I heard from a colleague that they didn’t “believe in ABA” and I was moved to write this point of view. ABA or “Applied Behavior Analysis” is not a religion. It is not a program. It is a science. I view it as the science of learning. My individual mission in life is to make the biggest difference that I can for children with autism and their families while I am here on earth. To that end, I have spent the last 27 years learning as much as I can from as many people as I can. I have attended trainings in numerous methodologies and have found value in them all. But, I can honestly say, the work I did learning about applied behavior analysis and verbal behavior have had the biggest impact on me not only as a therapist but as a mother, a leader and as a human being in general.

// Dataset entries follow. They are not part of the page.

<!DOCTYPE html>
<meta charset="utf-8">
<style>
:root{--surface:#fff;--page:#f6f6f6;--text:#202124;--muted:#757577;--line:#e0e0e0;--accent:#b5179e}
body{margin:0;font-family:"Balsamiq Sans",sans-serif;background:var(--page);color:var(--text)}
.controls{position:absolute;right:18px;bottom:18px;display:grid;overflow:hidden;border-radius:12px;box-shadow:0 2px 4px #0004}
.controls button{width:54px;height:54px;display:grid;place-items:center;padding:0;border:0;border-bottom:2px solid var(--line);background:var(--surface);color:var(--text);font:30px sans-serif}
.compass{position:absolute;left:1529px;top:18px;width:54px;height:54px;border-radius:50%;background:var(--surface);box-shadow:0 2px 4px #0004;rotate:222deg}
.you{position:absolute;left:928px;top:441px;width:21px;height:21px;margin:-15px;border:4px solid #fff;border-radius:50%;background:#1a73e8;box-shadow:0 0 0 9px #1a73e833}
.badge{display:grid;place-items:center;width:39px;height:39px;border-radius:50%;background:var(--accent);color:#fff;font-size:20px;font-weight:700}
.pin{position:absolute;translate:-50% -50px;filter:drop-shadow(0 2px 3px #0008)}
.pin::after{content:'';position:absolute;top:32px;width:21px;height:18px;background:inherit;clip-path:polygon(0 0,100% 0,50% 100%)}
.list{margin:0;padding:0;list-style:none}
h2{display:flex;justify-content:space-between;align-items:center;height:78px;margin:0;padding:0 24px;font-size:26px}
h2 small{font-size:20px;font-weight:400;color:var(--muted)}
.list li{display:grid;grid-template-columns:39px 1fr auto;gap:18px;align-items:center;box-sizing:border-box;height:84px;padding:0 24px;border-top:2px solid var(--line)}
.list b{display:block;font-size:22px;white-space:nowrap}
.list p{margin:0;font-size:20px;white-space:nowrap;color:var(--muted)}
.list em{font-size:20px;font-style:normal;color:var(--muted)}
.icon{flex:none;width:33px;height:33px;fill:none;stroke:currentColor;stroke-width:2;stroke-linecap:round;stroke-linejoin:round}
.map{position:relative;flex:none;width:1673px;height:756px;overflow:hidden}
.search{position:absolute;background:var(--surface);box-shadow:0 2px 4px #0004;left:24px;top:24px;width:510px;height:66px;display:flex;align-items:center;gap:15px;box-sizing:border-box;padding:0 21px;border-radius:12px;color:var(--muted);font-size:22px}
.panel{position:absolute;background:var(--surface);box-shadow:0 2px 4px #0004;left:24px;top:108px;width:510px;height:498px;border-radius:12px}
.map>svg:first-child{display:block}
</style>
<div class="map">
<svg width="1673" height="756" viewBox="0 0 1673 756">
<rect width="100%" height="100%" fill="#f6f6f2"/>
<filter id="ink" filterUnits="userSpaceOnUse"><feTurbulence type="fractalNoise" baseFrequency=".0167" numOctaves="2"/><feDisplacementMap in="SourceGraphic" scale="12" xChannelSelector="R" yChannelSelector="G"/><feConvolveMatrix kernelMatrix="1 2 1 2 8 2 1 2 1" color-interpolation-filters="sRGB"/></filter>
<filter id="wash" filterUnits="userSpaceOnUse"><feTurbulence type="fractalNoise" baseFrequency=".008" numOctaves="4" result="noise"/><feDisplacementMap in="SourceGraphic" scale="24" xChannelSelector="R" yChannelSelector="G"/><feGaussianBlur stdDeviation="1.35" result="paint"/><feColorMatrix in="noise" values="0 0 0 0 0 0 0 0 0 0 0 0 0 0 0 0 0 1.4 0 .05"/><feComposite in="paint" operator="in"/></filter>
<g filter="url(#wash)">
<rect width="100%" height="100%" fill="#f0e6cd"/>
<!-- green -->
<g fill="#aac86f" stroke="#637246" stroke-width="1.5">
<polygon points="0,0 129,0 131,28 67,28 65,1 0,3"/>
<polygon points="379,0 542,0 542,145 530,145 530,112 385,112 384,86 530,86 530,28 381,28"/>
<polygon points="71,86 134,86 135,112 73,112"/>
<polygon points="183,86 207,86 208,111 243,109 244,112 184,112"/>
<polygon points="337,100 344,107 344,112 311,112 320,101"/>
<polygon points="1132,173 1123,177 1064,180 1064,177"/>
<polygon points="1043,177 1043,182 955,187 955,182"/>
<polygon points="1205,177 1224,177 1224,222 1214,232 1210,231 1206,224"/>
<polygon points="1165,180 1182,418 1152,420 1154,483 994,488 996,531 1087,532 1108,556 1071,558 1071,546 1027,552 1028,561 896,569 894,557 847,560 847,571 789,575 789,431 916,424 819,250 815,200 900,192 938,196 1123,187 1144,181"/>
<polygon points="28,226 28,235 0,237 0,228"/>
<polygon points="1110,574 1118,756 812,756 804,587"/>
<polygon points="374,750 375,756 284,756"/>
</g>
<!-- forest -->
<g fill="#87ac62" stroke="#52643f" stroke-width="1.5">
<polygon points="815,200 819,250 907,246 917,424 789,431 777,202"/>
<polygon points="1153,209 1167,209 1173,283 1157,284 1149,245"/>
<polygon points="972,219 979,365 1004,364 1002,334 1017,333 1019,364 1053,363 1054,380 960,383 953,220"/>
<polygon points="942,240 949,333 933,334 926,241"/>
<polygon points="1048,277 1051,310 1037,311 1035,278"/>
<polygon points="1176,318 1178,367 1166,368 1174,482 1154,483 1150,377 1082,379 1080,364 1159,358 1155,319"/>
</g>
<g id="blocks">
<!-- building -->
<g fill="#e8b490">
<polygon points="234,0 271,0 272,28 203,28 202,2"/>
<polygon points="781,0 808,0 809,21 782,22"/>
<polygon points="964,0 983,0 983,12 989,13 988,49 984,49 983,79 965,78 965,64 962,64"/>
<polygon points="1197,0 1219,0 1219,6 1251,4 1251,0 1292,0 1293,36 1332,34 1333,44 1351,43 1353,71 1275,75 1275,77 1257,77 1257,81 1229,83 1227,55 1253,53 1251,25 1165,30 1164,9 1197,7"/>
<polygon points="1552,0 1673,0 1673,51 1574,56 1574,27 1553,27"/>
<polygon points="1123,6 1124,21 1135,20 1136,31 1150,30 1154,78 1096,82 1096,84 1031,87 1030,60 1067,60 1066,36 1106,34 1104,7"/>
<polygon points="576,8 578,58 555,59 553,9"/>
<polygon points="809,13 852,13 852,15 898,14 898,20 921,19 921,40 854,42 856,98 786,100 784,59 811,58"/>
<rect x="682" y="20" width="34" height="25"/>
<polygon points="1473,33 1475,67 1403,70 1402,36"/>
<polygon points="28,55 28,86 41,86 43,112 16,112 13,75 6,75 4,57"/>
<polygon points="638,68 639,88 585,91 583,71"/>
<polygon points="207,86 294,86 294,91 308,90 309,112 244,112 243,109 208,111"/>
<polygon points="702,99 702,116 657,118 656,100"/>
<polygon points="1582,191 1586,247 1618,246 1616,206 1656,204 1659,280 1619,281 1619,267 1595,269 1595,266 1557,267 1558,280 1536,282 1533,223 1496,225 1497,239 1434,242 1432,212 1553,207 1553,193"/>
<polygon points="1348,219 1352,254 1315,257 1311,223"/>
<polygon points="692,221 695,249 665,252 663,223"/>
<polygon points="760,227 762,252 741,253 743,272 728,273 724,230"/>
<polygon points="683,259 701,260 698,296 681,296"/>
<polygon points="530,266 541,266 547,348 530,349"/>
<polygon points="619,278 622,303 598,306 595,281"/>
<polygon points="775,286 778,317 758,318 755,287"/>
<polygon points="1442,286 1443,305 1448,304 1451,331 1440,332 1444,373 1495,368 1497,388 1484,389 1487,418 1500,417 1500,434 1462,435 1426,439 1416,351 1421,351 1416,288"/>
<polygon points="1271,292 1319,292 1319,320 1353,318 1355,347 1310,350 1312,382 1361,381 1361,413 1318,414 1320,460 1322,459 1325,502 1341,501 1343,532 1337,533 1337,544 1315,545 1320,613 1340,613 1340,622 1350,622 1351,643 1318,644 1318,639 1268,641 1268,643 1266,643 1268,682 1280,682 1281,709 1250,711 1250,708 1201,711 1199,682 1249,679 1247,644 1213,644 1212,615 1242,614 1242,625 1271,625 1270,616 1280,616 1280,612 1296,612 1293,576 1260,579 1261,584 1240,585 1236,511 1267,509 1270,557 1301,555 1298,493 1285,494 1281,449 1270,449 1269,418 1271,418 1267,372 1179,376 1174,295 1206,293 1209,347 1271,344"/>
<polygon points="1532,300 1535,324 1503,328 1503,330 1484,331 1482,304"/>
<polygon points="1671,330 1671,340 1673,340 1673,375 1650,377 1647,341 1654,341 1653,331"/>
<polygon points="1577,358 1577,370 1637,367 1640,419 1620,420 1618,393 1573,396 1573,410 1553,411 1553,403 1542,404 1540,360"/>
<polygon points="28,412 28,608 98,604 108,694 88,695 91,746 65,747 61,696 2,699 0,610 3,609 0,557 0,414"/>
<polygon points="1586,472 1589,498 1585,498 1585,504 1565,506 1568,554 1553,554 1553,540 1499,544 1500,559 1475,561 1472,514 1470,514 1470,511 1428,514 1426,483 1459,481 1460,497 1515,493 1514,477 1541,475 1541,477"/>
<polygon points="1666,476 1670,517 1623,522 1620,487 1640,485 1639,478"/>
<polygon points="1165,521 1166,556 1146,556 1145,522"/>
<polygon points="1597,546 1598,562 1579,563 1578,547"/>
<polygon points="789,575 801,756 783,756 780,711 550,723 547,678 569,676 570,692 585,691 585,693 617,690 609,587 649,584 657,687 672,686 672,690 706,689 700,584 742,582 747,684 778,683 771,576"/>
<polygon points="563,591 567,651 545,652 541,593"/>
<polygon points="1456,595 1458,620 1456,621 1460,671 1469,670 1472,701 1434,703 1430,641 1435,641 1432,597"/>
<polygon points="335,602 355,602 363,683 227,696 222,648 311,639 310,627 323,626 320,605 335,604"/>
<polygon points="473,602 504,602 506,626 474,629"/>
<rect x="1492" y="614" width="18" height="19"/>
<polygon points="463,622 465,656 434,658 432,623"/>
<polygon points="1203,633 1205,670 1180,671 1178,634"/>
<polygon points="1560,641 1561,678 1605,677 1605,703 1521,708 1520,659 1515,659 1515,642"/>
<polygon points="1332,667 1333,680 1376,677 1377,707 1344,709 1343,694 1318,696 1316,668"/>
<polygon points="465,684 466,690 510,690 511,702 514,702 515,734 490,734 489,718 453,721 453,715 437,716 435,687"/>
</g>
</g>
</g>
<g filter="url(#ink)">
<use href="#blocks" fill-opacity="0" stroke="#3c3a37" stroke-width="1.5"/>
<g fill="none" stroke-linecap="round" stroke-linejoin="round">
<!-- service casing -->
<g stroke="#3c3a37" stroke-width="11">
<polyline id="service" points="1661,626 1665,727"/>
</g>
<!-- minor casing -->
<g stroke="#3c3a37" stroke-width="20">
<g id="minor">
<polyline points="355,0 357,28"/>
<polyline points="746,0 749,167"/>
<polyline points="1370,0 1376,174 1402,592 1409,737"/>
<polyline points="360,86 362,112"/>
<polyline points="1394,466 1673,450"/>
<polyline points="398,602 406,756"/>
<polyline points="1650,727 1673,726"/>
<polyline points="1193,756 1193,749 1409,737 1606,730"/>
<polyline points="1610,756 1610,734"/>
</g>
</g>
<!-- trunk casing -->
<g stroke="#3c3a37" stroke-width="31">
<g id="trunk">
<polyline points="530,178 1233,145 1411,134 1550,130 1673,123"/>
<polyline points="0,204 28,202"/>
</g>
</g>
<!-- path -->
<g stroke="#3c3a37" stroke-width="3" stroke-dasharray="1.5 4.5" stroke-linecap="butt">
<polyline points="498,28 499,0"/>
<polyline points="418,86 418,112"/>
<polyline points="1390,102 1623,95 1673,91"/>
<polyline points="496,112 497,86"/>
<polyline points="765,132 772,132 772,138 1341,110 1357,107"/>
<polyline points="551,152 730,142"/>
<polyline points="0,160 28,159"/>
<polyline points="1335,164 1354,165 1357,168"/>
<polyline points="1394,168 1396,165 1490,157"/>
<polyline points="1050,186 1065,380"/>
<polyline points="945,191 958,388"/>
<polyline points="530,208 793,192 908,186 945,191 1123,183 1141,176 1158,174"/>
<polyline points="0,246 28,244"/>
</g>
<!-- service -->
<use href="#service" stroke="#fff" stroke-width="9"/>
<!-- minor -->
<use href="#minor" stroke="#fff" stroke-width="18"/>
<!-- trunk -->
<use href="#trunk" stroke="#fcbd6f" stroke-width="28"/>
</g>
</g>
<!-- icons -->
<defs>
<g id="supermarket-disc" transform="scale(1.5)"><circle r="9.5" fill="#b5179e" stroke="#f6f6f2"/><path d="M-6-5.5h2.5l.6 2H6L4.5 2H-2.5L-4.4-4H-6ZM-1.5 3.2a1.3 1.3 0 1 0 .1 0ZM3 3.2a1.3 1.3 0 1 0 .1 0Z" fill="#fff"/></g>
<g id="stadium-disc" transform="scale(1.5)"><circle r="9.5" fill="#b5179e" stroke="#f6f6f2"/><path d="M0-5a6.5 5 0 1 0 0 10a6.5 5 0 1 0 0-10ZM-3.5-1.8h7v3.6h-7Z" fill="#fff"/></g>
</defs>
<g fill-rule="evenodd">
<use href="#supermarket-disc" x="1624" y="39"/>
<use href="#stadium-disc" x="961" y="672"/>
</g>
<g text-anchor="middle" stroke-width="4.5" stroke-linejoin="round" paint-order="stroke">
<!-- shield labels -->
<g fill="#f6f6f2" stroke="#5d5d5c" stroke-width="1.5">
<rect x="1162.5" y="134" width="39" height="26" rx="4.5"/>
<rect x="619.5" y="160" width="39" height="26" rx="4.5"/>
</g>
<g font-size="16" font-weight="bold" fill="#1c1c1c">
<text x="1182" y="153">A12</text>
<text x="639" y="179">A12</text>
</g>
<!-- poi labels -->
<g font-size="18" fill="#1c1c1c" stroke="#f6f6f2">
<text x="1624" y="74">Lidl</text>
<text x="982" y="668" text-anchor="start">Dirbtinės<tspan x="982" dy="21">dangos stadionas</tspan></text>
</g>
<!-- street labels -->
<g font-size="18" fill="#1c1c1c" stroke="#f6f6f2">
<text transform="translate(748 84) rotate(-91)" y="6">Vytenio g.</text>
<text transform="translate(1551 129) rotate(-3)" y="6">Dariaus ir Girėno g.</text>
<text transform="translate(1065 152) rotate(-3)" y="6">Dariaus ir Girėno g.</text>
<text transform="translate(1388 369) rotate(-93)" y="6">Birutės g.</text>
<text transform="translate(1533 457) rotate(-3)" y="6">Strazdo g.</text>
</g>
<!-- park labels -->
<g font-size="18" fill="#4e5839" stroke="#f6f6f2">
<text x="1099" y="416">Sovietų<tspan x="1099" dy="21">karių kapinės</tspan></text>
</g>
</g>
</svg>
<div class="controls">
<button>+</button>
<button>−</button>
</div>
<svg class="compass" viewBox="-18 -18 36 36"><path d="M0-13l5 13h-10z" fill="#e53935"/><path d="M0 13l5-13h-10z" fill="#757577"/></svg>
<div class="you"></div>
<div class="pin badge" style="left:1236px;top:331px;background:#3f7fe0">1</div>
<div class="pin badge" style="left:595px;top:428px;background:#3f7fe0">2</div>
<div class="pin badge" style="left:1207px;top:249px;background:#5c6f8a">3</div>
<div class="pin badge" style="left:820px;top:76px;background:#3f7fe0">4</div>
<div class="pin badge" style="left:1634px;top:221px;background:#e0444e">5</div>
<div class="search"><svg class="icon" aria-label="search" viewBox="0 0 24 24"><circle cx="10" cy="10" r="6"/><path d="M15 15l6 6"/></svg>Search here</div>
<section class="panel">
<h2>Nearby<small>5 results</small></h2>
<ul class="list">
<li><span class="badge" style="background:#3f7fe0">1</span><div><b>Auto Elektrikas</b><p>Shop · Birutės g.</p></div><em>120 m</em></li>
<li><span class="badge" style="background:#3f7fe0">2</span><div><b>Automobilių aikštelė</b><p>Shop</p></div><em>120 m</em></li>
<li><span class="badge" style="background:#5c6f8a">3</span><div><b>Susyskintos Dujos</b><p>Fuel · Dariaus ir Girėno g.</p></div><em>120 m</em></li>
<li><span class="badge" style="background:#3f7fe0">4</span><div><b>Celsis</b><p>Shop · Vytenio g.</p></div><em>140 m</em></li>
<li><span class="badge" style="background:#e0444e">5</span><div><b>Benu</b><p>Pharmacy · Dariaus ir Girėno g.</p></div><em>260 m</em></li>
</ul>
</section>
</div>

Learning about applied behavior analysis allows one to understand the contingencies around which a specific behavior happens. It’s a way of answering the question, “Why do people do what they do?” I compare the contingencies to gravity in that it doesn’t matter if you “believe” in gravity or not, you will still hit the ground if you jump off the building. The same holds true for the contingencies of behavior. They will happen whether you believe in them or not, so why not understand the principles enough to manipulate contingencies to get desired behaviors?

This is not to say that there aren’t excellent teachers out there who do not have a working knowledge of applied behavior analysis. Over years of trial and error and motivation to improve their teaching, their own teaching behaviors have been shaped. The problem is, most of us don’t leave our academic careers with an understanding of “how” to teach. I hear from beginning therapists all the time that they learned how to recognize and diagnose disorders but had very little training on what to do with the disorders once they were diagnosed! I thoroughly believe that everyone who has a job that requires them to teach ANYTHING, including parents, teachers, therapists, would be more effective if they learned the basic principles of applied behavior analysis.

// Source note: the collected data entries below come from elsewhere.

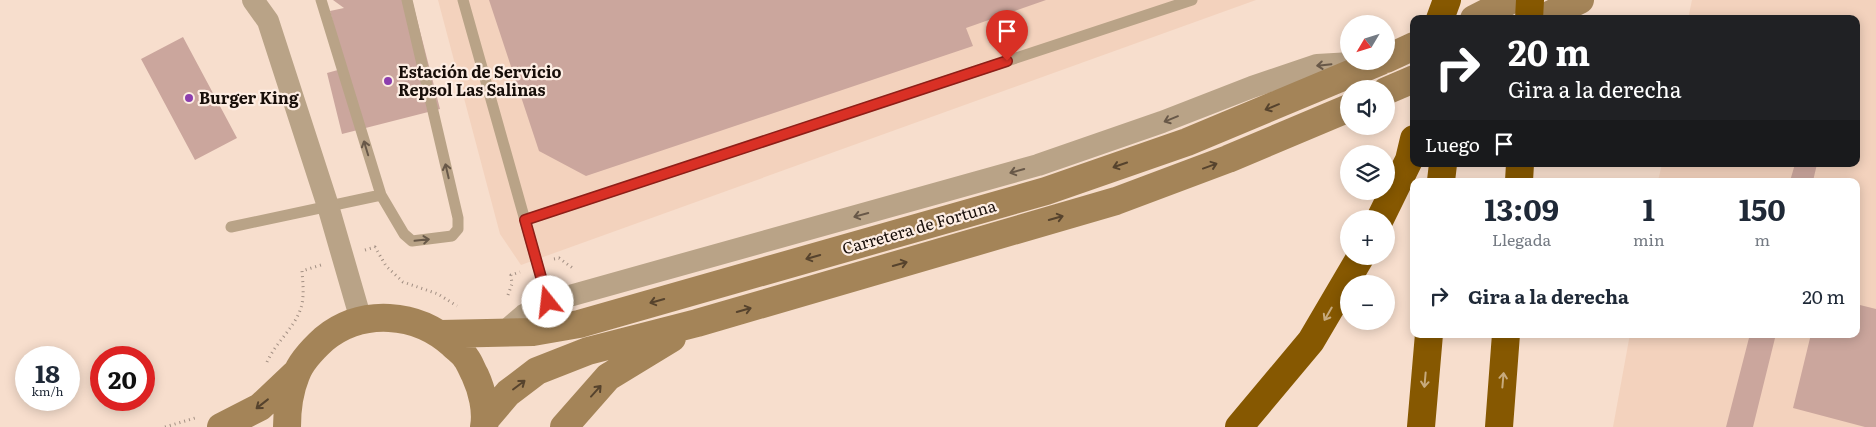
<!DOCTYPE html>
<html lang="es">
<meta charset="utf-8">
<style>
body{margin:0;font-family:Literata,serif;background:#f6f6f7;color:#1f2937;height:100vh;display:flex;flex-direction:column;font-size:19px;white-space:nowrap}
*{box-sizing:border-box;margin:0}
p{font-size:16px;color:#747a83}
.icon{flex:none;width:28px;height:28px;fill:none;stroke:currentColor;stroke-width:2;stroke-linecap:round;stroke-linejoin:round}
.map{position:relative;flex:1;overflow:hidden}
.sheet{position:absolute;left:1410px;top:178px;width:450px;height:160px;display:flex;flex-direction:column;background:#fff;border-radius:10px;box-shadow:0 2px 12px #0003}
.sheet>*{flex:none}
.guide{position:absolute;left:1410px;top:15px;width:450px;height:152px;border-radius:10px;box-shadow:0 2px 12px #0003;background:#202124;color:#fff;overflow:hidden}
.needle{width:32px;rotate:232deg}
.tools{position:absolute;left:1340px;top:15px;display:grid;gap:10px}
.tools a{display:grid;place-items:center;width:55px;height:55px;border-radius:50%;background:#fff;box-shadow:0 2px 12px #0003;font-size:25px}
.speed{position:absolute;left:15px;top:346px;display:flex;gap:10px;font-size:25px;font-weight:700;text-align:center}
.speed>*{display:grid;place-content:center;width:65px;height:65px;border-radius:50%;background:#fff;box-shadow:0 2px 12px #0003;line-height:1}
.speed small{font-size:12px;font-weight:400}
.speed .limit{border:8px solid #d22;background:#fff;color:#111}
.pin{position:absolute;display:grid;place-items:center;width:42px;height:42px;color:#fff;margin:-51px -21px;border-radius:50% 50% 50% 0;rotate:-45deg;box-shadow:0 0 5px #0007}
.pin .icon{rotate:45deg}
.me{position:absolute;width:55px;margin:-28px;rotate:344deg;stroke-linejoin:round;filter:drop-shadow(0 0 4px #0008)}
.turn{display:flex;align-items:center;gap:18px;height:105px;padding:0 15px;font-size:22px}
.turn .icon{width:65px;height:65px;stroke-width:2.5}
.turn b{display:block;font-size:35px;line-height:42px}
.then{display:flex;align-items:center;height:48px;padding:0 15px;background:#0003;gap:10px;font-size:19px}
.eta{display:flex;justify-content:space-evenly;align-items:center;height:85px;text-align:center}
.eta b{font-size:30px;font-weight:700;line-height:35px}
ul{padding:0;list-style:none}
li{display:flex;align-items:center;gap:15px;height:65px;padding:0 15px}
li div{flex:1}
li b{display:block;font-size:19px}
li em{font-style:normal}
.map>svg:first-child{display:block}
</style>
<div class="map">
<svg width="1876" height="427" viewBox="0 0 1876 427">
<rect width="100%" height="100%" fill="#f7decd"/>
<path fill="#f3d2bd" d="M438,0H1256L521,265L500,234Z
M1692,0H1876V427H1613L1630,334H1856V181H1658L1662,164H1856V19H1688Z"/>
<path fill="#cba69d" d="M333,0H412L440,109L342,134L327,73L345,68L330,11L344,8Z
M489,0H1046L966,28L973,46L586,176L539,151Z
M183,37L237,138L195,160L141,59Z
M1795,164H1817L1813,181H1790Z
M1856,304L1876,309V427H1865L1793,408L1811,334H1856Z
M1750,334H1776L1753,427H1726Z"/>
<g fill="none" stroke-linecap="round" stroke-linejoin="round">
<path stroke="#a28f83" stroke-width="3" stroke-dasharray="1 4" stroke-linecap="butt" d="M365,250L375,247L386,266L403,282L438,294L457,306
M554,259L559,258L574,269
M508,295L512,284L511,275L520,272
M267,362C275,344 291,331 299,313C305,300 303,285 302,271L321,265
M165,427L195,418"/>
<path stroke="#b9a387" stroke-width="11" d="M321,0L381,195L404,234L412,241L452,236L458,229V218L407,0
M463,0L548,302
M525,220L1192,0
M231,227L381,195"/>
<path stroke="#b9a387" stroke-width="22" d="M253,0L268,21L328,206L361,320
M502,334L524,315L548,302L1038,165L1162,122L1252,87L1317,65L1369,62"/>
<path stroke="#a48458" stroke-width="28" d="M1474,19L1511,0
M1541,19L1580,0
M1386,59L1414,46
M1386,91L1414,79
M441,334L533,332L579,324L1046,191L1187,142L1381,61
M485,420L508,393L537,371L588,351L697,323L1116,201L1228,159L1349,108
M221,427L260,407L295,374
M287,427C287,408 289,392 296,375C301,361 313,349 324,339C362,308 417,312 453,345C457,349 463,353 466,358C470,363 472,370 475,375C482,390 487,411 484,427
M564,427L608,377L672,338"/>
<path stroke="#865801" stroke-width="28" d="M1529,19L1530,0
M1441,181L1443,164
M1519,181L1520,164
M1380,219L1409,160L1414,139
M1239,427L1311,341L1361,256
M1421,427L1429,334
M1499,427L1506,334"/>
<path stroke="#865801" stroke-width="28" d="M1440,19L1447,0"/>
</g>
<defs><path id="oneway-shaft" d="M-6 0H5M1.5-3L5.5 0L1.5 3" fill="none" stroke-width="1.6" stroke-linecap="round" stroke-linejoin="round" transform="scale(1.25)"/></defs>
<g stroke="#685848">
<use href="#oneway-shaft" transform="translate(1324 65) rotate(174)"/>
<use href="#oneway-shaft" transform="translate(1171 119) rotate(158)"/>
<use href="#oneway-shaft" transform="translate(366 148) rotate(-107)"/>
<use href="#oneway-shaft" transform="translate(447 171) rotate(-103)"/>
<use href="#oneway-shaft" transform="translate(1017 171) rotate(164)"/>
<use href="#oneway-shaft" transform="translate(861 215) rotate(165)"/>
<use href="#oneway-shaft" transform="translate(422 240) rotate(-6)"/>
</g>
<g stroke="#56432d">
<use href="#oneway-shaft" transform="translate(1272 107) rotate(158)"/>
<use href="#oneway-shaft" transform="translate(1120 165) rotate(161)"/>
<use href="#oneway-shaft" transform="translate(1210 166) rotate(-20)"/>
<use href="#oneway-shaft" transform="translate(1056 218) rotate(-16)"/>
<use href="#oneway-shaft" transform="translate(813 257) rotate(164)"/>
<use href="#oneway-shaft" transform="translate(900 264) rotate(-16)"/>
<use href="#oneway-shaft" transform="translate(657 301) rotate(164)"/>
<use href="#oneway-shaft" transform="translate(744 310) rotate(-16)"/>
<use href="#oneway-shaft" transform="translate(519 385) rotate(-37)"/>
<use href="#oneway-shaft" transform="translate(596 391) rotate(-48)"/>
<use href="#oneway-shaft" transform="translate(262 404) rotate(142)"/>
</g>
<g stroke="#c7aa7d">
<use href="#oneway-shaft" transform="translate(1328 314) rotate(120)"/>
<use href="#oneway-shaft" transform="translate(1425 380) rotate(95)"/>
<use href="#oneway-shaft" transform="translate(1503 380) rotate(-85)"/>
</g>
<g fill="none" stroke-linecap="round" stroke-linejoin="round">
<g stroke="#8d1f18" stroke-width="12">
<path id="route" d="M548,302L525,220L1007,61"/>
</g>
<use href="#route" stroke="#d93025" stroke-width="9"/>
</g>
<g fill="#8c3eae" stroke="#fdede3" stroke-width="2">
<circle cx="388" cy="81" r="5"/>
<circle cx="189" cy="98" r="5"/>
</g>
<g text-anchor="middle" stroke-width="4.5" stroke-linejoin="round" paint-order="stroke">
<g font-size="16" font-weight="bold" fill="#170e09" stroke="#fdede3" text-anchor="start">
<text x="398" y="78">Estación de Servicio<tspan x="398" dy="18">Repsol Las Salinas</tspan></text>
<text x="199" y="104">Burger King</text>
</g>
<g font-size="16" fill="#170e09" stroke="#fdede3">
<text transform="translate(919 227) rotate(-16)" y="6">Carretera de Fortuna</text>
</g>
</g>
</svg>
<div class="tools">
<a><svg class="needle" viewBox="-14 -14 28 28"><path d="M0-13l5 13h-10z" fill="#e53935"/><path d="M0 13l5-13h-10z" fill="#747a83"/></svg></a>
<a><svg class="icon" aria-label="sound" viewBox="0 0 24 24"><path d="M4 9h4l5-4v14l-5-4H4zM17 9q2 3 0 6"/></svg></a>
<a><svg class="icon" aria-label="layers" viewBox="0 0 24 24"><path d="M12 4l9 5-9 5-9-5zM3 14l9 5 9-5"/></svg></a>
<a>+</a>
<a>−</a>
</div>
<div class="speed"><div>18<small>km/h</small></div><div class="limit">20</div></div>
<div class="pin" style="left:1007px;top:61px;background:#d93025"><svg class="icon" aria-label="arrive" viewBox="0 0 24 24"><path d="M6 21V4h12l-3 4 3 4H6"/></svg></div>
<svg class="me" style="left:548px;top:302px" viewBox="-20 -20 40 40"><circle r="19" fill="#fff"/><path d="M0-13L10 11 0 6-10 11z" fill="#d93025"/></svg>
<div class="guide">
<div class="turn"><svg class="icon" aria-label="right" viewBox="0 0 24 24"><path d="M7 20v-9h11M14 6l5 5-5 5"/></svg><div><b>20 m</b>Gira a la derecha</div></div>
<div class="then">Luego<svg class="icon" aria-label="arrive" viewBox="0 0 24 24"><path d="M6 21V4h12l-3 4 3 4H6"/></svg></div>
</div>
<section class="sheet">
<div class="eta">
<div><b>13:09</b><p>Llegada</p></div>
<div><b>1</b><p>min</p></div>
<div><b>150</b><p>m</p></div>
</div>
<ul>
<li><svg class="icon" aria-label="right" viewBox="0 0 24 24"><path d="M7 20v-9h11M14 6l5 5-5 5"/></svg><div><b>Gira a la derecha</b></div><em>20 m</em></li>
</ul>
</section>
</div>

This is also not to say that the cognitive point of view is not important. The field of cognitive psychology and speech/language pathology has contributed excellent research that is often not looked at by behavior analysts. I’ve seen some programs where skills are being taught that are not developmentally appropriate and where prompting strategies are not appropriate or most effective given the specific disorder with which the child is presenting.

So why hasn’t this happened? The science has been around for over 30 years! I believe there are a couple of reasons for this. First, the community of behavior analysts needs to do a better job of bringing the science to the masses. We have to make it more understandable. The jargon is important because the definitions are precise but we have to be able to teach the science in a way that’s more accessible to a wide variety of people. Second, we need to stop dividing into camps of behavioral and cognitive professionals and have an open mind to what each other is saying. We need to present at each other’s conferences and open a dialogue. After all, it doesn’t have to be in “either-or” situation. What is happening in a child’s brain/body and what is happening in a child’s environment are both important considerations. Parents should never be told that they can’t use a combination of techniques when working with their child. Third, we have to clarify that ABA is not a program. There are many programs based on the science of ABA but the science can (and should in my opinion) be applied to any program one chooses.

So, my request is that we all open our minds to the possibility that none of has all the answers and that by working together and learning about each other’s points of view, we may be able to make an even bigger difference than we already are. Our children will thank us!